::: Entries provided

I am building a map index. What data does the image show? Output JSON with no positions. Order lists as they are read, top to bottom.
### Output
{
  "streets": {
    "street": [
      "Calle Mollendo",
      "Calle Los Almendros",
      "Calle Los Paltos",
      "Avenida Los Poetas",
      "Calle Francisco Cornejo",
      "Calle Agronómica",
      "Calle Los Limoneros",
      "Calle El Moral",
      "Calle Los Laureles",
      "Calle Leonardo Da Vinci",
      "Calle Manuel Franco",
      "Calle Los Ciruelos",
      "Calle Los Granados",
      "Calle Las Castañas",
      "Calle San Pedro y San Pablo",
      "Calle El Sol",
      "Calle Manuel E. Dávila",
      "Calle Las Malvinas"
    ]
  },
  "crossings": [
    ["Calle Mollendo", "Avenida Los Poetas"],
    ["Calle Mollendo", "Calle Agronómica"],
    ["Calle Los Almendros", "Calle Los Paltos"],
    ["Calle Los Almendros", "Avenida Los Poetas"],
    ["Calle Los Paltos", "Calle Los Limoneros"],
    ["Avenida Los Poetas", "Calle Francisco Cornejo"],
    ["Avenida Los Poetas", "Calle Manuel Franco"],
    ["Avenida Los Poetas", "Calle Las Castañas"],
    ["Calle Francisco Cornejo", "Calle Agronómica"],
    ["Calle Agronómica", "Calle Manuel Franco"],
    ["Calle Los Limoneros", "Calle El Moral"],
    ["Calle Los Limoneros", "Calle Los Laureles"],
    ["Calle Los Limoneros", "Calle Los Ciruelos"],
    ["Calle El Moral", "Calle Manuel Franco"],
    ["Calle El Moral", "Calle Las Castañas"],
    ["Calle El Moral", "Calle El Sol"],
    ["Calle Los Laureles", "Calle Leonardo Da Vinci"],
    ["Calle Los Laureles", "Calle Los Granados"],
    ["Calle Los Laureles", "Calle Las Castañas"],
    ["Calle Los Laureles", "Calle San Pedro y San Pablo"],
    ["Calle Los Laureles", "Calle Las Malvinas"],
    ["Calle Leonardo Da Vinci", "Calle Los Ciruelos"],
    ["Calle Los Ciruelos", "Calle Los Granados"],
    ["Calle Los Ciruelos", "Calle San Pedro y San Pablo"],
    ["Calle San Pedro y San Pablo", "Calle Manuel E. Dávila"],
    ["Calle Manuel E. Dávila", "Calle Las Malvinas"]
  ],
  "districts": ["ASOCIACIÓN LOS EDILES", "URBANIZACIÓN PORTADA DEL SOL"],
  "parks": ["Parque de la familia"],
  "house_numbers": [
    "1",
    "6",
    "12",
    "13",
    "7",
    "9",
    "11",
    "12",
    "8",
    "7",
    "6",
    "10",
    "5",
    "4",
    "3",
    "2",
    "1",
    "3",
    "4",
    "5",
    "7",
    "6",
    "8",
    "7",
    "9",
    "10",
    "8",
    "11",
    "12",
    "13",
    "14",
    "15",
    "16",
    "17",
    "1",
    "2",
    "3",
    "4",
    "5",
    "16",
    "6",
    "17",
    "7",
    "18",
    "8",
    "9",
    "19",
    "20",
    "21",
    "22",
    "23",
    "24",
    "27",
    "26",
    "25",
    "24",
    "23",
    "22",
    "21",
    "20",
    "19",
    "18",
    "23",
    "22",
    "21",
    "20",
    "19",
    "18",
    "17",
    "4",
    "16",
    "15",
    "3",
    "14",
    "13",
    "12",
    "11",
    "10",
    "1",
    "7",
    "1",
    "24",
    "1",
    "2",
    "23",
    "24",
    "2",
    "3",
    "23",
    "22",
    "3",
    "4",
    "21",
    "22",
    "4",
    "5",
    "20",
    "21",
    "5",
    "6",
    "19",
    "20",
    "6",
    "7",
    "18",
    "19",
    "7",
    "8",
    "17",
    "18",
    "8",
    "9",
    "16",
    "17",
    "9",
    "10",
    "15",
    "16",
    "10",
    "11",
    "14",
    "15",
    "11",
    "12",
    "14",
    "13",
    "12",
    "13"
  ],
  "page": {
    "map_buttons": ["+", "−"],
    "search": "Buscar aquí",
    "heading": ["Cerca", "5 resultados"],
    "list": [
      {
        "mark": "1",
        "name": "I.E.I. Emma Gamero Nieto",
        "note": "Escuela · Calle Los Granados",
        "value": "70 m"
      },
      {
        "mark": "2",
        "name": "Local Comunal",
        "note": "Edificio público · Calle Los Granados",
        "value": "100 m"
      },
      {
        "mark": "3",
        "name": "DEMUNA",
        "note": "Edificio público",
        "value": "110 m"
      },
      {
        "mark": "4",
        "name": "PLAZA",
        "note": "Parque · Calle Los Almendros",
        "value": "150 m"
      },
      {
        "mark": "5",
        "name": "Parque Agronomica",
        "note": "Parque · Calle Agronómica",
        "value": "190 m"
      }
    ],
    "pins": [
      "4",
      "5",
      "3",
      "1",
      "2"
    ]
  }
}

::::::

◆ **Work instruction**
Print the material once more, keeping every word as it is.

◆ **Result of this task**
I am building a map index. What data does the image show? Output JSON with no positions. Order lists as they are read, top to bottom.
### Output
{
  "streets": {
    "street": [
      "Calle Mollendo",
      "Calle Los Almendros",
      "Calle Los Paltos",
      "Avenida Los Poetas",
      "Calle Francisco Cornejo",
      "Calle Agronómica",
      "Calle Los Limoneros",
      "Calle El Moral",
      "Calle Los Laureles",
      "Calle Leonardo Da Vinci",
      "Calle Manuel Franco",
      "Calle Los Ciruelos",
      "Calle Los Granados",
      "Calle Las Castañas",
      "Calle San Pedro y San Pablo",
      "Calle El Sol",
      "Calle Manuel E. Dávila",
      "Calle Las Malvinas"
    ]
  },
  "crossings": [
    ["Calle Mollendo", "Avenida Los Poetas"],
    ["Calle Mollendo", "Calle Agronómica"],
    ["Calle Los Almendros", "Calle Los Paltos"],
    ["Calle Los Almendros", "Avenida Los Poetas"],
    ["Calle Los Paltos", "Calle Los Limoneros"],
    ["Avenida Los Poetas", "Calle Francisco Cornejo"],
    ["Avenida Los Poetas", "Calle Manuel Franco"],
    ["Avenida Los Poetas", "Calle Las Castañas"],
    ["Calle Francisco Cornejo", "Calle Agronómica"],
    ["Calle Agronómica", "Calle Manuel Franco"],
    ["Calle Los Limoneros", "Calle El Moral"],
    ["Calle Los Limoneros", "Calle Los Laureles"],
    ["Calle Los Limoneros", "Calle Los Ciruelos"],
    ["Calle El Moral", "Calle Manuel Franco"],
    ["Calle El Moral", "Calle Las Castañas"],
    ["Calle El Moral", "Calle El Sol"],
    ["Calle Los Laureles", "Calle Leonardo Da Vinci"],
    ["Calle Los Laureles", "Calle Los Granados"],
    ["Calle Los Laureles", "Calle Las Castañas"],
    ["Calle Los Laureles", "Calle San Pedro y San Pablo"],
    ["Calle Los Laureles", "Calle Las Malvinas"],
    ["Calle Leonardo Da Vinci", "Calle Los Ciruelos"],
    ["Calle Los Ciruelos", "Calle Los Granados"],
    ["Calle Los Ciruelos", "Calle San Pedro y San Pablo"],
    ["Calle San Pedro y San Pablo", "Calle Manuel E. Dávila"],
    ["Calle Manuel E. Dávila", "Calle Las Malvinas"]
  ],
  "districts": ["ASOCIACIÓN LOS EDILES", "URBANIZACIÓN PORTADA DEL SOL"],
  "parks": ["Parque de la familia"],
  "house_numbers": [
    "1",
    "6",
    "12",
    "13",
    "7",
    "9",
    "11",
    "12",
    "8",
    "7",
    "6",
    "10",
    "5",
    "4",
    "3",
    "2",
    "1",
    "3",
    "4",
    "5",
    "7",
    "6",
    "8",
    "7",
    "9",
    "10",
    "8",
    "11",
    "12",
    "13",
    "14",
    "15",
    "16",
    "17",
    "1",
    "2",
    "3",
    "4",
    "5",
    "16",
    "6",
    "17",
    "7",
    "18",
    "8",
    "9",
    "19",
    "20",
    "21",
    "22",
    "23",
    "24",
    "27",
    "26",
    "25",
    "24",
    "23",
    "22",
    "21",
    "20",
    "19",
    "18",
    "23",
    "22",
    "21",
    "20",
    "19",
    "18",
    "17",
    "4",
    "16",
    "15",
    "3",
    "14",
    "13",
    "12",
    "11",
    "10",
    "1",
    "7",
    "1",
    "24",
    "1",
    "2",
    "23",
    "24",
    "2",
    "3",
    "23",
    "22",
    "3",
    "4",
    "21",
    "22",
    "4",
    "5",
    "20",
    "21",
    "5",
    "6",
    "19",
    "20",
    "6",
    "7",
    "18",
    "19",
    "7",
    "8",
    "17",
    "18",
    "8",
    "9",
    "16",
    "17",
    "9",
    "10",
    "15",
    "16",
    "10",
    "11",
    "14",
    "15",
    "11",
    "12",
    "14",
    "13",
    "12",
    "13"
  ],
  "page": {
    "map_buttons": ["+", "−"],
    "search": "Buscar aquí",
    "heading": ["Cerca", "5 resultados"],
    "list": [
      {
        "mark": "1",
        "name": "I.E.I. Emma Gamero Nieto",
        "note": "Escuela · Calle Los Granados",
        "value": "70 m"
      },
      {
        "mark": "2",
        "name": "Local Comunal",
        "note": "Edificio público · Calle Los Granados",
        "value": "100 m"
      },
      {
        "mark": "3",
        "name": "DEMUNA",
        "note": "Edificio público",
        "value": "110 m"
      },
      {
        "mark": "4",
        "name": "PLAZA",
        "note": "Parque · Calle Los Almendros",
        "value": "150 m"
      },
      {
        "mark": "5",
        "name": "Parque Agronomica",
        "note": "Parque · Calle Agronómica",
        "value": "190 m"
      }
    ],
    "pins": [
      "4",
      "5",
      "3",
      "1",
      "2"
    ]
  }
}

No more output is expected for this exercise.